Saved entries
━━━━
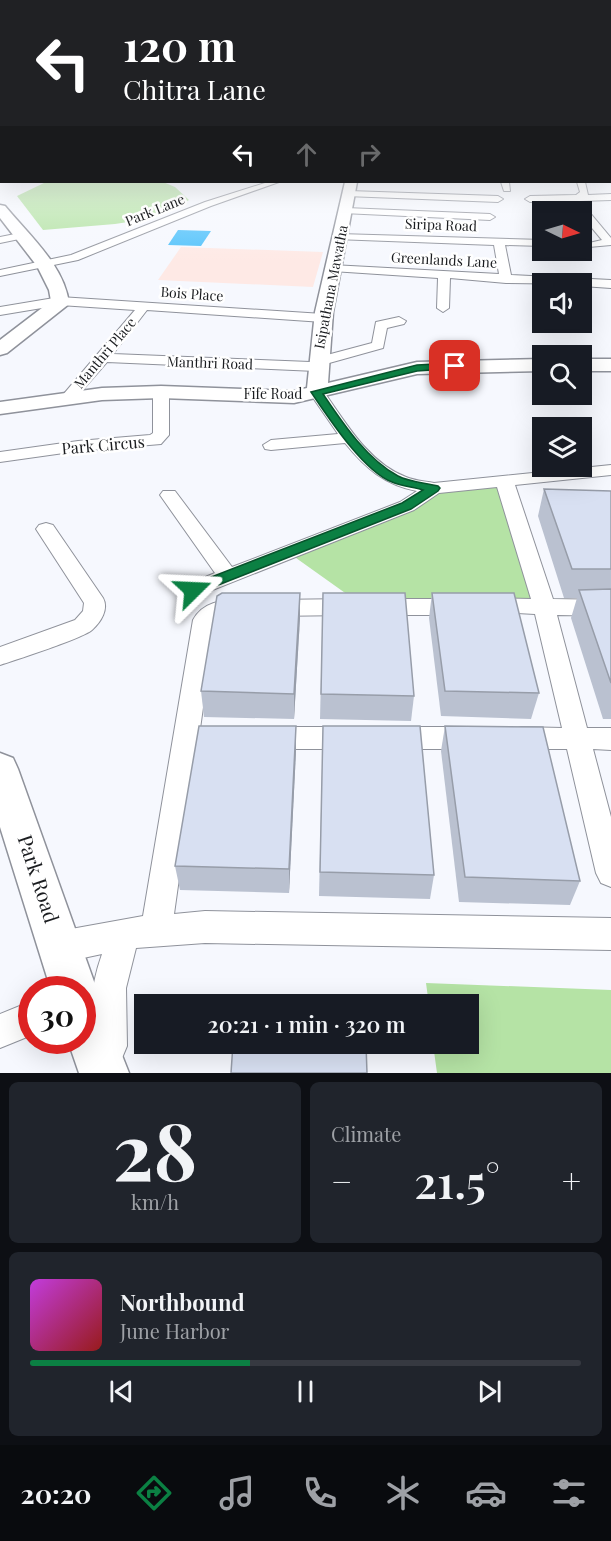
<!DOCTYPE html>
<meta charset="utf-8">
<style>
:root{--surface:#171b24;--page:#20242c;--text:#f1f3f6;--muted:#9ea1a6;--line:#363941;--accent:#0b8043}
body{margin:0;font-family:"Playfair Display",serif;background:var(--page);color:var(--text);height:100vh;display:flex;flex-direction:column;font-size:22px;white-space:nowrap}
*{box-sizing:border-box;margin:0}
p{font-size:20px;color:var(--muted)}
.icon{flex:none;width:33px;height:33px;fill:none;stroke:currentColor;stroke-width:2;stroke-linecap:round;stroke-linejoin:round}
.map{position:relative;height:1073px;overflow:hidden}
.side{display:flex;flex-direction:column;gap:9px;padding:9px;background:#0d0f14;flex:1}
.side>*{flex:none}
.top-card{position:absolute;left:0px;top:0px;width:612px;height:183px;box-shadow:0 6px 24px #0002;background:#202124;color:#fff;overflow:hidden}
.needle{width:39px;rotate:95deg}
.buttons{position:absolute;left:532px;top:201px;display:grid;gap:12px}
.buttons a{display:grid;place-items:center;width:60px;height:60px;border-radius:0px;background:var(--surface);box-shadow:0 6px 24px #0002;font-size:30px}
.speed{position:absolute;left:18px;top:976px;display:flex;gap:12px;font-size:30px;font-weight:700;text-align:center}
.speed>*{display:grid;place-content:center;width:78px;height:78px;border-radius:50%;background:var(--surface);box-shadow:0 6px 24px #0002;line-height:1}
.speed .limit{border:9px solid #d22;background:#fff;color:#111}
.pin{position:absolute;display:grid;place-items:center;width:51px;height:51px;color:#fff;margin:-26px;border-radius:12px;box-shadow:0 3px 9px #0006}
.me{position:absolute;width:66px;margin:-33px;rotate:69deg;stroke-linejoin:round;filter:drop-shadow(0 0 4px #0008)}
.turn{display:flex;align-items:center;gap:21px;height:126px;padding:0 24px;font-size:27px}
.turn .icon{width:78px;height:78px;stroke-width:2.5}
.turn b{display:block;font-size:42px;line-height:51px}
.lanes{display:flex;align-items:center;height:57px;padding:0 24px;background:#0003;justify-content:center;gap:30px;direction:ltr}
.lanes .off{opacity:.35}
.big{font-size:45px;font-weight:600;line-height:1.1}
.side .tile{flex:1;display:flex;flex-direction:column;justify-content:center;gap:9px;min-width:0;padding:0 21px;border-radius:9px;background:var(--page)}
.side .dial{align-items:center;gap:0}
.dial b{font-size:78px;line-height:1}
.song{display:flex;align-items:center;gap:18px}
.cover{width:72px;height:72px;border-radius:9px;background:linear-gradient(135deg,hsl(290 70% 55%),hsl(0 70% 35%))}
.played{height:6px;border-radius:3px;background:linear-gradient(90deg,var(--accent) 40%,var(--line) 40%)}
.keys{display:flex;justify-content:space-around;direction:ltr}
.heat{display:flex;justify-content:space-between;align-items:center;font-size:33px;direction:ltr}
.side .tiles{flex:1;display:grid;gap:9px;grid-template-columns:1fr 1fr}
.tile:last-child{grid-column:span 2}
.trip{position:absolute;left:134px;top:994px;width:345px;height:60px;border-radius:0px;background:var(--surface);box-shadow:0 6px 24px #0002;font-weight:600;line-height:60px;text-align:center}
.dock{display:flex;height:96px;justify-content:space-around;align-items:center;background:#090b0e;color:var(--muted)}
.dock .icon{width:42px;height:42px}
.dock .active{color:var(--accent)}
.dock b{font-size:27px;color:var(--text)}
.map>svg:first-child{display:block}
</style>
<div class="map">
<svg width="611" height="1073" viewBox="0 0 611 1073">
<rect width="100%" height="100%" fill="#f6f8fe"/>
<polygon fill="#fee9e5" points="181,247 323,252 313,287 158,280"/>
<g fill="#b5e3a5">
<polygon points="57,182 163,182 175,187 189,200 154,218 115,224 43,230 17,196 44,183"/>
<polygon points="501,482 537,598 355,600 289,553 408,506 422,487"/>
<polygon points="426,983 611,990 611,1073 437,1073 433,1044 468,1044 468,1005 429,1005"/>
</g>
<polygon fill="#51c2fb" points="178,230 211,231 201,246 168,245"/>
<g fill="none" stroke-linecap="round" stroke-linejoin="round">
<defs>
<g id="street">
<rect x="0" y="113" width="2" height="4"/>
<rect x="610" y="129" width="1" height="4"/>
<rect x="610" y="151" width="1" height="4"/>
<polygon points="268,182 279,182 211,206 78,260 0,276 0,270 71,255 205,202"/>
<polygon points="501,182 509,182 510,191 504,191"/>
<polygon points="577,182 585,182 588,195 611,194 611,200 580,201 611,238 611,245 589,247 589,243 602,240 582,216 582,212 578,212 570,201 530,202 525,199 530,196 576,195 580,192"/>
<polygon points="349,191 498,196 503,199 498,202 346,196 344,194"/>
<polygon points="346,208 490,214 495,217 490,220 343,213 343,209"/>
<polygon points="20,233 24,234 24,238 0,243 0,237"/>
<polygon points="339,234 543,240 543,246 505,245 511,275 611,280 611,288 582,286 582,284 506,283 450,278 449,308 443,312 437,308 438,278 332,271 326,268 332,265 499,274 494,245 335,239 335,235"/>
<polygon points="60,297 323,314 329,318 323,322 147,310 113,354 310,362 312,359 372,343 376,322 399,317 406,321 404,324 387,328 383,348 322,365 321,370 316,371 107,362 72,402 67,404 59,399 62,396 135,310 60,305 0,315 0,307"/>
<polygon points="161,387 169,392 169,435 161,444 78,451 0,462 0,452 78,441 150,435 153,433 153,392"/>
<path d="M317,387l5,2c22,31 46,74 84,88 9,4 19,4 28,6l177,-18v10l-96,10 38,114 58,1v16l-54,-1 30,113h24v22l-18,-1 18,68v70l-10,-4 -5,-10 -29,-124h-46l-9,-4 -4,-7 4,-7 9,-4 41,1 -27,-114 -51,-3 -3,-5 3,-5 8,-3 39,1 -34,-112 -58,6 -25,17 -214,85 -7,2 -7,-2 -4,-5 4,-5 29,-12 -55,-78 3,-4h12l57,76 168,-65 17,-11c-32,-6 -52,-23 -72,-48l-74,7 -6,-1 -2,-4 8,-5 67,-6 -29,-42z"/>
<path d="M46,523l7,2 50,73c6,11 -2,24 -11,32 -9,8 -76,30 -92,35v-18l75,-27 8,-9 1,-8 -48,-74 3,-4z"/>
<polygon points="348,599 356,602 359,607 356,612 348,615 273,616 265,613 262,608 265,603 273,600"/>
<polygon points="381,599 456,599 464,602 467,607 464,612 456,615 381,615 373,612 370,607 373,602"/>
<path d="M240,600l8,3 3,5 -3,5 -25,3 -8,6 -41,292 31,-3 406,7v32l-406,-7 -69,5 -10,40 1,58 -5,12 -12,5 -12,-5c-13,-31 -7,-73 4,-104l-42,9 -11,-5 -5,-11 5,-11 11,-5 83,-15 50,-296c10,-18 28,-20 47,-20z"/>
<polygon points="272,727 347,727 356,731 360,738 356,745 347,749 272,749 263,745 259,738 263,731"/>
<polygon points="395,727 470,727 479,731 483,738 479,745 470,749 395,749 386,745 382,738 386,731"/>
<polygon points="32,1001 32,1035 0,1048 0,1014"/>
</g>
<g id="secondary">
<polygon points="345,182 357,182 333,312 328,383 417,362 543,359 543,371 417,374 294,403 161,398 102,400 0,414 0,402 102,388 161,386 294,391 307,388 315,312"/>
<path d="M0,205l5,1c23,28 60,60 64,98l-62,49 -7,2v-15l51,-39 -2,-11 -12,-24 -37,-48z"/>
<rect x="582" y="359" width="29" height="12"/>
<polygon points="0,753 13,758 18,769 97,990 95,996 99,997 129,1073 79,1073 68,1041 82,1041 82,990 51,990 0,827"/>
</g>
<polygon id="primary" points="610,141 611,141 611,149 610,148"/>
<rect id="highway" x="0" y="162" width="2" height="8"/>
</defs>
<use href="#street" stroke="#8f929b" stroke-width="2"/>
<use href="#secondary" stroke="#8f929b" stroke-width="3"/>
<use href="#primary" stroke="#8f929b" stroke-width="3"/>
<use href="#highway" stroke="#8f929b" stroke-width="3"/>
<use href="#street" fill="#fff" fill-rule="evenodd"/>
<use href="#secondary" fill="#fff" fill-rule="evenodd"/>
<use href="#primary" fill="#fff" fill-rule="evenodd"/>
<use href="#highway" fill="#fff" fill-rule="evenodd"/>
</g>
<g fill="#bac1d0">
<polygon points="544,489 611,491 611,719 603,719 571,618 577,598 564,598 538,516"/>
<polygon points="300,593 300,618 294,719 204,717 201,691"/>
<polygon points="323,593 414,696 411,721 320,719"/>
<polygon points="432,593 539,693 531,719 441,716 429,618"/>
<polygon points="296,726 296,751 289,893 180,890 175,866"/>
<polygon points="323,726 434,875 430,899 319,896"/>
<polygon points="445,726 580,881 570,905 459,902 441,751"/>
</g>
<g fill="#979da9">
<polygon points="300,593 300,618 294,719 294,694"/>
<polygon points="296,726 296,751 289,893 289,869"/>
</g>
<g fill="#d8e0f2" stroke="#979da9" stroke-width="1.5">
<polygon points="544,489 611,491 611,569 572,569"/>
<polygon points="611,589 611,683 579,590"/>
<polygon points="222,593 300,593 294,694 201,691 217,596"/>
<polygon points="323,593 405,593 414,696 321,694"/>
<polygon points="432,593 514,593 539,693 445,691"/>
<polygon points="199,726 296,726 289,869 175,866"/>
<polygon points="323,726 420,726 434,875 320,872"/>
<polygon points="445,726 543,727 580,881 465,877"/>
<polygon points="237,996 364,999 364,1005 236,1005"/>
<polygon points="233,1044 366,1044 367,1073 231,1073"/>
</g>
<linearGradient id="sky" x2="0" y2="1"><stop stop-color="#6bbaf0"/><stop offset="0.43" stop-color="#fbfcff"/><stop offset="1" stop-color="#fbfcff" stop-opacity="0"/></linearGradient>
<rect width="611" height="263" fill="url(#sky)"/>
<path fill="#0b8043" stroke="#07532c" stroke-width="1.5" d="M455,363l4,1v4l-42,3 -94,23c19,28 44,66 75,82 11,6 28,7 40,10l2,2 -2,3 -27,18 -213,84h-10l-3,-3 3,-4 214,-83 21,-13c-10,-3 -22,-4 -31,-8 -29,-11 -64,-65 -81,-90l106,-27z"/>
<g text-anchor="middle" stroke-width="5" stroke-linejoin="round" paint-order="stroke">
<g font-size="14" fill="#1b1d20" stroke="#fff">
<text transform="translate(155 210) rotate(-22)" y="5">Park Lane</text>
<text transform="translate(441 225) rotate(2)" y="5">Siripa Road</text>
<text transform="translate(444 260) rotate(3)" y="5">Greenlands Lane</text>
<text transform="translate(331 287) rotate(-79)" y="5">Isipathana Mawatha</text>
<text transform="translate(192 294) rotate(4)" y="5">Bois Place</text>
<text transform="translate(105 353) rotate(-50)" y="5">Manthri Place</text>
<text transform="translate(210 363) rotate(2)" y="5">Manthri Road</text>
<text x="273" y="399">Fife Road</text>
</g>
<g font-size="16" fill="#1b1d20" stroke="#fff">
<text transform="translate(103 445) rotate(-5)" y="6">Park Circus</text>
</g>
<g font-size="20" fill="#1b1d20" stroke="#fff">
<text transform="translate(38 879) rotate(72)" y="7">Park Road</text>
</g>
</g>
</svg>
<div class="buttons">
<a><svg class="needle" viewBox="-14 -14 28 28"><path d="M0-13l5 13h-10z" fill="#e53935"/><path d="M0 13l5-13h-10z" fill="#9ea1a6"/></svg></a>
<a><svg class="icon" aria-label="sound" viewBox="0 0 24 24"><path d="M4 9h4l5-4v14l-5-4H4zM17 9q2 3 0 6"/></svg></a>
<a><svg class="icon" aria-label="search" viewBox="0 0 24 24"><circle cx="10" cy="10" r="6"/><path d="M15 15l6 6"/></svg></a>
<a><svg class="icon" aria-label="layers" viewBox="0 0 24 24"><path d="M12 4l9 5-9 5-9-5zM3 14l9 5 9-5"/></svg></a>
</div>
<div class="speed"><div class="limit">30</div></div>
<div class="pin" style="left:455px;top:366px;background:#d93025"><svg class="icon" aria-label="arrive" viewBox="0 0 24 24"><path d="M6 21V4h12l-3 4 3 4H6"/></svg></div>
<svg class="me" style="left:193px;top:590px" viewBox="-20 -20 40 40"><path d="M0-17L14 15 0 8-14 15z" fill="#0b8043" stroke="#fff" stroke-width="4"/></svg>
<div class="trip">20:21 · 1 min · 320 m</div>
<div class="top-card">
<div class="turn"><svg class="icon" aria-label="left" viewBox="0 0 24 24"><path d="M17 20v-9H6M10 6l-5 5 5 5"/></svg><div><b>120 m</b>Chitra Lane</div></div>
<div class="lanes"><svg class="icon" aria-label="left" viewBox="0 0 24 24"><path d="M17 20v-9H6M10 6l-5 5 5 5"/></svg><svg class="icon off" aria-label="ahead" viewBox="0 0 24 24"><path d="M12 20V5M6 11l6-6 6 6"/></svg><svg class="icon off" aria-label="right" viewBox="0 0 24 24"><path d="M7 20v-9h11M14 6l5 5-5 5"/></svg></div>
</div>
</div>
<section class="side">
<div class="tiles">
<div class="tile dial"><b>28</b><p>km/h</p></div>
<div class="tile"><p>Climate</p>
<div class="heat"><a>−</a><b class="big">21.5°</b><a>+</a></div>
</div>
<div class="tile">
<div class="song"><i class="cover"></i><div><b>Northbound</b><p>June Harbor</p></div></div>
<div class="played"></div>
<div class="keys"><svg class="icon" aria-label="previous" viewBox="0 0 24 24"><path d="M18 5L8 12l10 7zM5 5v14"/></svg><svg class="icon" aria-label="pause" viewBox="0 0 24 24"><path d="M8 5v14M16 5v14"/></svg><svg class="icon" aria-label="next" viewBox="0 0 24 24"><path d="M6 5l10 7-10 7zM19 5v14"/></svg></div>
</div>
</div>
</section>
<nav class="dock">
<b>20:20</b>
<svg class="icon active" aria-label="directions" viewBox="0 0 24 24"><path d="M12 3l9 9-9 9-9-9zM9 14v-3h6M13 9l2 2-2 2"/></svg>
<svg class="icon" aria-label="music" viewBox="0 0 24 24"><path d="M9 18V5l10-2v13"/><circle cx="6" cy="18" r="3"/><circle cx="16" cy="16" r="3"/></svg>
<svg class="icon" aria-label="phone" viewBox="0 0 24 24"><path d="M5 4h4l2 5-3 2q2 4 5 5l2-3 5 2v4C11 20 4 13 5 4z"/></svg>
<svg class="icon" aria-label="climate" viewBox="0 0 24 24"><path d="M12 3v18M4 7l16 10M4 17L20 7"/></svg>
<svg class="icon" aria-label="car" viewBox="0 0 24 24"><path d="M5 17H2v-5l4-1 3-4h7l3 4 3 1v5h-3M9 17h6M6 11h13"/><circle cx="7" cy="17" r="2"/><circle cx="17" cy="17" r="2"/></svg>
<svg class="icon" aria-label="filters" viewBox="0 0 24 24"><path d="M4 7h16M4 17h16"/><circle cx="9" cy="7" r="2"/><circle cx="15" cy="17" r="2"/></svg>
</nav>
━━━━
From the records above, show each line that contains the word "none".

.icon{flex:none;width:33px;height:33px;fill:none;stroke:currentColor;stroke-width:2;stroke-linecap:round;stroke-linejoin:round}
.side>*{flex:none}
<g fill="none" stroke-linecap="round" stroke-linejoin="round">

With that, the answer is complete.